Trajectoires croisées
Kilo Architects
Ayant acquis une solide expérience dans différents contextes étrangers, l’agence Kilo, fondée par Tarik Oualalou et Linna Choi, trouve ses marques au Maroc dans la richesse et la diversité du patrimoine bâti marocain.
Pratiques croisées
Quand nous avons créé l’agence avec Linna en 2000, avec nos premiers bureaux à Paris et New-York, nous voulions proposer une pratique de l’architecture qui soit une forme d’investigation territoriale constante. Un questionnement de nos environnements et la recherche d’une manière empathique, radicale et contemporaine de s’y inscrire. Cela nous a très vite amenés à développer une trajectoire à deux vitesses. Pour ce que nous faisions en France et en Europe, nous nous inscrivions dans une scène déjà très constituée, où le périmètre de la pratique est réduit mais extraordinairement valorisé. Par contre au Maroc, mais également dans d’autres pays arabes et africains, nous avons très vite travaillé sur des projets sensibles, importants, qui pouvaient peser sur le territoire de manière forte. Nous nous sommes rapidement rendu compte que le périmètre de la pratique était beaucoup plus étendu.

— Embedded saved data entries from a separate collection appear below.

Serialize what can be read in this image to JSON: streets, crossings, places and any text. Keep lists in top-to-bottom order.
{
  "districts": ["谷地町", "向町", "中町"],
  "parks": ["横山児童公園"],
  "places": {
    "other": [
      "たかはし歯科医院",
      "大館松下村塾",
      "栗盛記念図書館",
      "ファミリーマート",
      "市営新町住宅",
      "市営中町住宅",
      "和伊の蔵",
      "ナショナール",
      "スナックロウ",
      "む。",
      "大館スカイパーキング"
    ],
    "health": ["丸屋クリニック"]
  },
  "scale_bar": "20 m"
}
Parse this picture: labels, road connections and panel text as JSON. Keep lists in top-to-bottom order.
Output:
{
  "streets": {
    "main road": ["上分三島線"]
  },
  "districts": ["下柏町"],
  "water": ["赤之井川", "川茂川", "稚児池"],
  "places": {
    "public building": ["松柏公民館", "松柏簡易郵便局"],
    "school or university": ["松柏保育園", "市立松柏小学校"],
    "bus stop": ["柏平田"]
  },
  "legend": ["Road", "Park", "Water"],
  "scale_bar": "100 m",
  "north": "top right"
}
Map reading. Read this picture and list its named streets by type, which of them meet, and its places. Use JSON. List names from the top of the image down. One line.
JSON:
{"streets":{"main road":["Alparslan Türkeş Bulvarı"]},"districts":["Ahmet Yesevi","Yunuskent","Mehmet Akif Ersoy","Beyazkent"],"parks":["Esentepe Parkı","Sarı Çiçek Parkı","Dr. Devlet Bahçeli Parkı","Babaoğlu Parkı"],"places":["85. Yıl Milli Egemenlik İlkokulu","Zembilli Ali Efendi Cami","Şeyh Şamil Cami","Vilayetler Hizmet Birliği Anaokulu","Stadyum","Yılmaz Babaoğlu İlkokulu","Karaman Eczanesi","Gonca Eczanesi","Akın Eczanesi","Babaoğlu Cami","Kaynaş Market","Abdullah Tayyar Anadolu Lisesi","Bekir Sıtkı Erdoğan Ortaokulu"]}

D’une certaine façon, nous rentrions dans les projets « plus tôt » et nous en sortions «plus tard». Cette pratique à deux vitesses, cette dichotomie, a alimenté notre approche du projet dans une forme productive de décalage.
La matière
Une des différences intéressantes qui pèse sur ces deux trajectoires croisées, c’est le rapport entre le travail et la matière dans la fabrication du projet. Si la matière est chère et le travail encore très abordable au Maroc par exemple, cela permet de fabriquer des architectures élémentaires très riches dans leur matérialité, peu industrialisées et finalement artisanales. Elles dégagent beaucoup de sensualité et peuvent s’ancrer dans le paysage avec force. A l’inverse quand nous travaillons en France, la matière est non seulement pléthorique mais aussi technologiquement affirmée, ce qui fabrique avec un minimum de travail sur le chantier des architectures certes un peu plus aseptisées, mais aussi plus contrôlées. Ce que je décris ici est certes un peu caricatural, et les différences tendent (malheureusement) à se réduire, mais cette inversion est pour nous un guide, une manière de penser la fabrication du projet qui dialogue avec son environnement.
L’espace public
La grande spécificité de la pratique de l’architecture et de l’urbanisme en France est l’obsession continue du développement d’un espace public, contrôlé, habité, approprié, qui est finalement l’expression de la présence de l’Etat dans le projet. Cette obsession coûte cher, et bien que nos pays aient des structures administratives comparables, l’Etat n’arrive plus à être le garant de la continuité de cet espace public. Ce glissement d’un espace public municipalisé vers un espace commun concédé (plan azur, vallée du Bourégreg, villes nouvelles, zone d’offshoring…) est une tendance lourde de la fabrication de nos environnements. Nous imaginons notre travail comme une forme de résistance à cette orientation.A travers les projets de l’agence nous cherchons à injecter, amplifier ou simplement cerner la prérogative publique de nos bâtiments.
Maroc terre d’accueil ?
La grande contribution du Maroc à l’histoire de l’architecture récente est d’avoir été au XXème siècle une grande terre d’accueil, qui en a fait un territoire d’expérimentation unique. Cette tradition nous donne la capacité d’absorber, d’ingérer, de transformer et de réinventer la multitude des influences qui continuent de nous traverser. Elles nourrissent certainement la scène architecturale la plus intéressante d’Afrique et du monde arabe. Plutôt que de résister, en se refermant dans une idéologie conservatrice d’une identité fantasmée, il faut au contraire se nourrir de toutes ces trajectoires architecturales, hybrides, mondialisées et finalement qui trouvent souvent une expression très marocaine.